Required action:
Working from the top of the records below, reproduce each line exactly, ending once you have written the line containing "Summarize the content".

(Saved entries)
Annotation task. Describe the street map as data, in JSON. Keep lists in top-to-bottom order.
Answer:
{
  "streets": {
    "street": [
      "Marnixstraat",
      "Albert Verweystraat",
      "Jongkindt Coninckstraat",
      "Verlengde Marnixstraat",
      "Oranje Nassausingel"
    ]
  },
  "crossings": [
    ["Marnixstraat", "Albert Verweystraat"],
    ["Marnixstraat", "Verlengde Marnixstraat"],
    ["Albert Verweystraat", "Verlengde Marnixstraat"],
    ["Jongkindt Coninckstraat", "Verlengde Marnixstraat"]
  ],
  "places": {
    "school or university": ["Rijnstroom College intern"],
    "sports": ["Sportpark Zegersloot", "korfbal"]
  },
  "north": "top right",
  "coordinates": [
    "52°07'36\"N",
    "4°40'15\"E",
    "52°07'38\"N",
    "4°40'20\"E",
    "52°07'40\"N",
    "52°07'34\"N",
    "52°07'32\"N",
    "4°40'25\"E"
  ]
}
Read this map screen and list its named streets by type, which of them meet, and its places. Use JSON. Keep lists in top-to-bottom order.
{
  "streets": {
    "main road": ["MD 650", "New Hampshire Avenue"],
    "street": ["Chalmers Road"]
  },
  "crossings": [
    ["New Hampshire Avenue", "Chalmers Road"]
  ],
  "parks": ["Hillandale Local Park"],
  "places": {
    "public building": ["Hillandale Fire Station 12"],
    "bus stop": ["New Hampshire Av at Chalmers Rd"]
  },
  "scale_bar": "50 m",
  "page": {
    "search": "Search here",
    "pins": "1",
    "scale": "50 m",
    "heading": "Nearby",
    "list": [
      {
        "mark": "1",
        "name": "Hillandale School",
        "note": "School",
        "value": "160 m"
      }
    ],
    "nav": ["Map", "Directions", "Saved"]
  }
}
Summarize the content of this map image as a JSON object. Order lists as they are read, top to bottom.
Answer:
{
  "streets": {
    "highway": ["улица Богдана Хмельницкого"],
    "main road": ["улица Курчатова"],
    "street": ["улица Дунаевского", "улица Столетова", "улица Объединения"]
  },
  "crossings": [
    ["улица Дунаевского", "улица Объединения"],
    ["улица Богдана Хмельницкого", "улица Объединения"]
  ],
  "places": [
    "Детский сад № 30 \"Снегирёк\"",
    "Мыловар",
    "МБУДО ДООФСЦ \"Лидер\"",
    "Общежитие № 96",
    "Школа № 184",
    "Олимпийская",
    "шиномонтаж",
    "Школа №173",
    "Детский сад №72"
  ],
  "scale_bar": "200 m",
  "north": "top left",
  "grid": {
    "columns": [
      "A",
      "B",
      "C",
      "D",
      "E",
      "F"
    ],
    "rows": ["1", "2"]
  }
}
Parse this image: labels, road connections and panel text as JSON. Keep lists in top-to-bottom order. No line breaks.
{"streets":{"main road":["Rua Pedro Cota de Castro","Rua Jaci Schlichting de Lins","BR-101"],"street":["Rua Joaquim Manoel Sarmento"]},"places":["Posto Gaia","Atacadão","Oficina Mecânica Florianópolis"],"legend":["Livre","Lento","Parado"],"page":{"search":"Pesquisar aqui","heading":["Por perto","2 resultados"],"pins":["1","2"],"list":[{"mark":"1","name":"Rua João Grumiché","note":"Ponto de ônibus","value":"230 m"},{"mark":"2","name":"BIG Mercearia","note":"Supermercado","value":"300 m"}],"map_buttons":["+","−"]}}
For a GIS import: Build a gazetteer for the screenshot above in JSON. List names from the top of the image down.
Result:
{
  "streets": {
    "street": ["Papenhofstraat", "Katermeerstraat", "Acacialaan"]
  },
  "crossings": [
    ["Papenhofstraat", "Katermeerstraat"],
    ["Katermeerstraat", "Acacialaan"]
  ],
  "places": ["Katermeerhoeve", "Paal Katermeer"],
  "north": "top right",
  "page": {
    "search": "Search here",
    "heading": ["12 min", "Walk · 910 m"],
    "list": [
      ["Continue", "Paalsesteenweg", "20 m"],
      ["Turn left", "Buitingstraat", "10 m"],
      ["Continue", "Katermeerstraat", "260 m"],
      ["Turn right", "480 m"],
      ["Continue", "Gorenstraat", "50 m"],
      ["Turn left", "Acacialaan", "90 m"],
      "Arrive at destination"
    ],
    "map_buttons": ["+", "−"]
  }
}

Response area:
Annotation task. Describe the street map as data, in JSON. Keep lists in top-to-bottom order.
Answer:
{
  "streets": {
    "street": [
      "Marnixstraat",
      "Albert Verweystraat",
      "Jongkindt Coninckstraat",
      "Verlengde Marnixstraat",
      "Oranje Nassausingel"
    ]
  },
  "crossings": [
    ["Marnixstraat", "Albert Verweystraat"],
    ["Marnixstraat", "Verlengde Marnixstraat"],
    ["Albert Verweystraat", "Verlengde Marnixstraat"],
    ["Jongkindt Coninckstraat", "Verlengde Marnixstraat"]
  ],
  "places": {
    "school or university": ["Rijnstroom College intern"],
    "sports": ["Sportpark Zegersloot", "korfbal"]
  },
  "north": "top right",
  "coordinates": [
    "52°07'36\"N",
    "4°40'15\"E",
    "52°07'38\"N",
    "4°40'20\"E",
    "52°07'40\"N",
    "52°07'34\"N",
    "52°07'32\"N",
    "4°40'25\"E"
  ]
}
Read this map screen and list its named streets by type, which of them meet, and its places. Use JSON. Keep lists in top-to-bottom order.
{
  "streets": {
    "main road": ["MD 650", "New Hampshire Avenue"],
    "street": ["Chalmers Road"]
  },
  "crossings": [
    ["New Hampshire Avenue", "Chalmers Road"]
  ],
  "parks": ["Hillandale Local Park"],
  "places": {
    "public building": ["Hillandale Fire Station 12"],
    "bus stop": ["New Hampshire Av at Chalmers Rd"]
  },
  "scale_bar": "50 m",
  "page": {
    "search": "Search here",
    "pins": "1",
    "scale": "50 m",
    "heading": "Nearby",
    "list": [
      {
        "mark": "1",
        "name": "Hillandale School",
        "note": "School",
        "value": "160 m"
      }
    ],
    "nav": ["Map", "Directions", "Saved"]
  }
}
Summarize the content of this map image as a JSON object. Order lists as they are read, top to bottom.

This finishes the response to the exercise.